Polarized Raman Study of the Phonon Dynamics and Structural Transition of Kagome Lattice Semiconductor Nb₃Cl₈*

Niobium chloride (Nb₃Cl₈) is a layered 2D semiconductor that forms a kagome lattice of niobium trimers. Nb₃Cl₈ undergoes a temperature induced structural and magnetic phase transition below 90 K. In this study, we present an investigation of Nb₈Cl₈'s phonon modes in bulk and few layers at high and low temperatures via polarized Raman spectroscopy. Density-functional theory is used to model the crystal’s phonon dynamics and atomic displacements. 12 experimental phonon modes are resolved, 5 A_1g symmetric and 7 E_g symmetric modes.
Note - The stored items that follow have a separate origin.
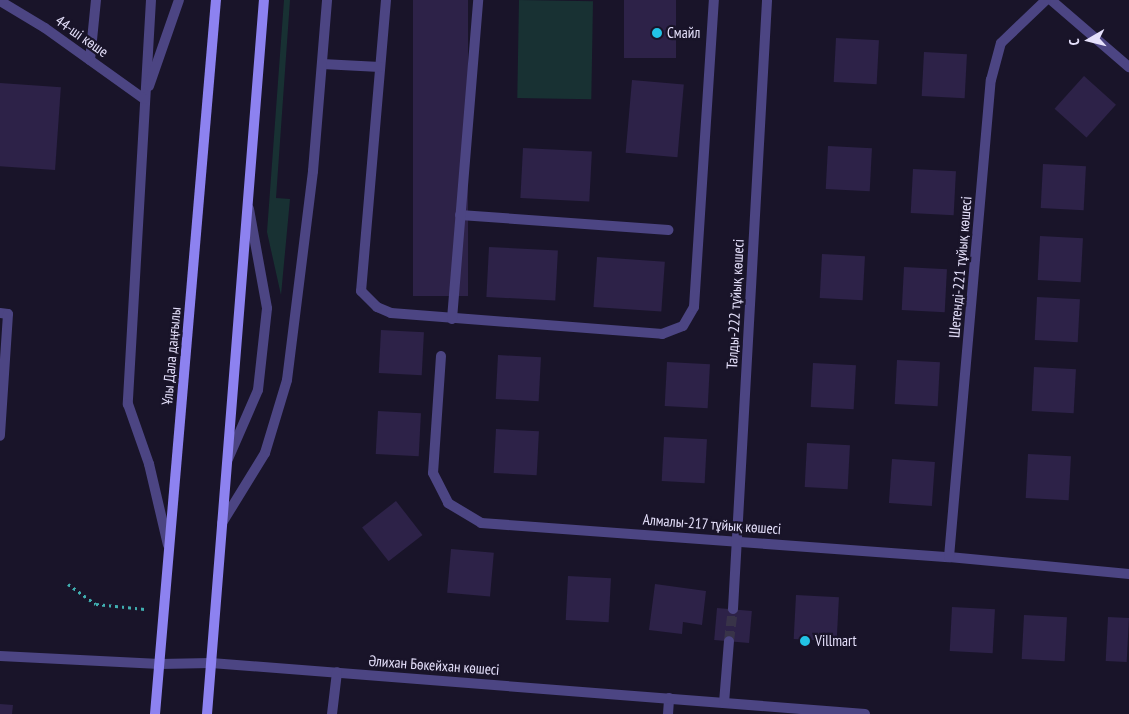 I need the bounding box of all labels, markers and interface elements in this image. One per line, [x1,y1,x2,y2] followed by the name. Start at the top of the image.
[52,11,112,61] street label: 44-ші көше
[1064,15,1114,65] north arrow
[667,24,700,42] place label: Смайл
[651,27,663,39] marker: Смайл
[1065,38,1084,47] text: С
[945,195,975,339] street label: Шетенді-221 тұйық көшесі
[723,238,747,370] street label: Талды-222 тұйық көшесі
[158,306,184,406] street label: Ұлы Дала даңғылы
[642,510,782,538] street label: Алмалы-217 тұйық көшесі
[815,632,857,650] place label: Villmart
[799,635,811,647] marker: Villmart
[368,651,500,679] street label: Әлихан Бөкейхан көшесі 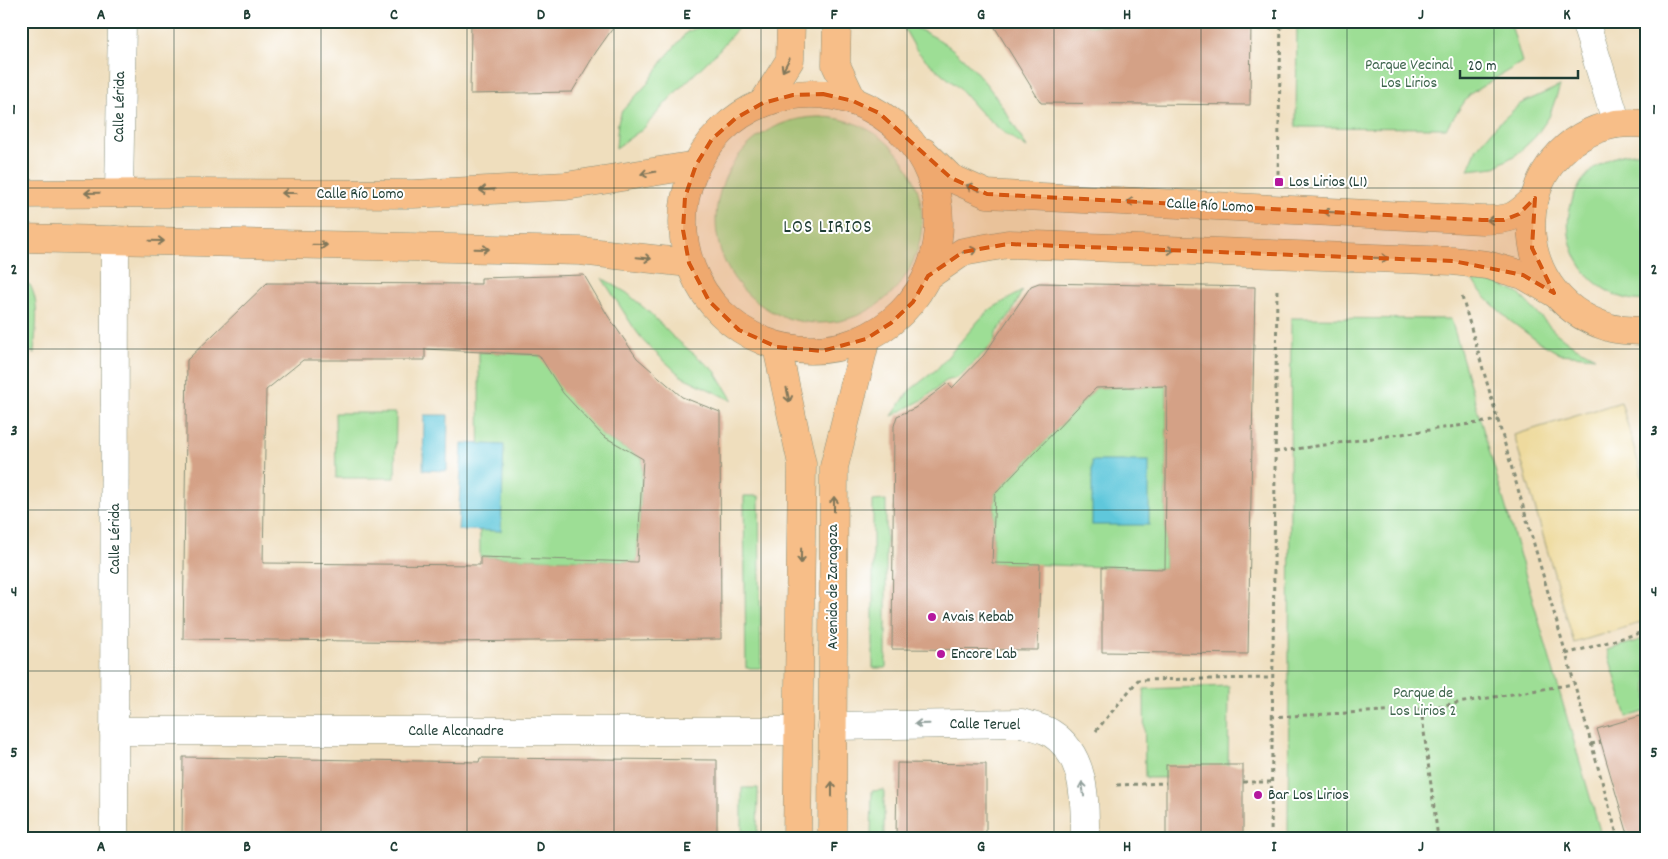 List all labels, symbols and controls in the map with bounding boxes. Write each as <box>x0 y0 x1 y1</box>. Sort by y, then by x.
text: A <box>97 4 106 27</box>
text: B <box>243 4 251 27</box>
text: C <box>390 4 398 27</box>
text: D <box>537 4 546 27</box>
text: E <box>683 4 691 27</box>
text: F <box>830 4 838 27</box>
text: G <box>977 4 985 27</box>
text: H <box>1123 4 1131 27</box>
text: I <box>1272 4 1278 27</box>
text: J <box>1418 4 1424 27</box>
text: K <box>1563 4 1571 27</box>
scale bar <box>1460 48 1578 80</box>
park label: Parque Vecinal Los Lirios <box>1365 54 1453 95</box>
text: 20 m <box>1468 56 1496 78</box>
one-way arrow <box>781 57 790 72</box>
street label: Calle Lérida <box>108 71 132 143</box>
text: 1 <box>12 99 16 122</box>
text: 1 <box>1652 99 1656 122</box>
one-way arrow <box>640 169 656 179</box>
place label: Los Lirios (L1) <box>1289 171 1367 194</box>
marker: Los Lirios (L1) <box>1273 176 1285 188</box>
street label: Calle Río Lomo <box>316 183 404 206</box>
one-way arrow <box>966 183 981 193</box>
one-way arrow <box>479 186 495 195</box>
one-way arrow <box>84 189 100 198</box>
one-way arrow <box>281 189 297 198</box>
street label: Calle Río Lomo <box>1166 192 1254 220</box>
one-way arrow <box>1126 198 1142 207</box>
one-way arrow <box>1324 208 1340 217</box>
district label: LOS LIRIOS <box>783 215 873 242</box>
one-way arrow <box>1486 215 1502 225</box>
one-way arrow <box>149 237 165 246</box>
one-way arrow <box>312 241 328 250</box>
one-way arrow <box>474 245 490 254</box>
one-way arrow <box>961 246 977 256</box>
one-way arrow <box>1158 246 1174 255</box>
one-way arrow <box>636 253 652 263</box>
one-way arrow <box>1373 253 1389 263</box>
text: 2 <box>11 259 18 282</box>
text: 2 <box>1651 259 1658 282</box>
one-way arrow <box>783 386 793 402</box>
text: 3 <box>10 420 18 443</box>
text: 3 <box>1650 420 1658 443</box>
one-way arrow <box>829 496 839 512</box>
street label: Calle Lérida <box>104 503 127 575</box>
street label: Avenida de Zaragoza <box>822 524 845 650</box>
one-way arrow <box>796 547 806 563</box>
text: 4 <box>11 581 17 604</box>
text: 4 <box>1651 581 1657 604</box>
place label: Avais Kebab <box>942 606 1014 629</box>
marker: Avais Kebab <box>926 611 938 623</box>
place label: Encore Lab <box>951 643 1017 666</box>
marker: Encore Lab <box>935 648 947 660</box>
park label: Parque de Los Lirios 2 <box>1390 682 1456 723</box>
street label: Calle Teruel <box>949 713 1021 737</box>
one-way arrow <box>914 719 930 729</box>
street label: Calle Alcanadre <box>408 720 504 743</box>
text: 5 <box>10 742 18 765</box>
text: 5 <box>1650 742 1658 765</box>
one-way arrow <box>827 781 837 798</box>
one-way arrow <box>1078 782 1088 798</box>
place label: Bar Los Lirios <box>1268 784 1349 807</box>
marker: Bar Los Lirios <box>1252 789 1264 801</box>
text: A <box>97 836 106 859</box>
text: B <box>243 836 251 859</box>
text: C <box>390 836 398 859</box>
text: D <box>537 836 546 859</box>
text: E <box>683 836 691 859</box>
text: F <box>830 836 838 859</box>
text: G <box>977 836 985 859</box>
text: H <box>1123 836 1131 859</box>
text: I <box>1272 836 1278 859</box>
text: J <box>1418 836 1424 859</box>
text: K <box>1563 836 1571 859</box>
Layer-dependent Raman studies show that peak frequencies slightly shift with changes in layer thickness. Polarized Raman studies above and below the transition temperature show no differences in the symmetries of the phonon modes, suggesting that the structural phase transition is likely from the room temperature P3¯m1 phase to the low-temperature R3¯m phase. Magneto-Raman measurements carried out at 140 and 2 K between −2 and 2 T show that the Raman modes are not magnetically coupled. Excitation-dependent Raman spectroscopy reveals near-resonant effect when utilizing a 473 nm laser, resolving a new peak. Overall, our study significantly advances the fundamental understanding of Nb3Cl8’s phonon dynamics and structural transitions, paving the way for future research on the exotic quantum material.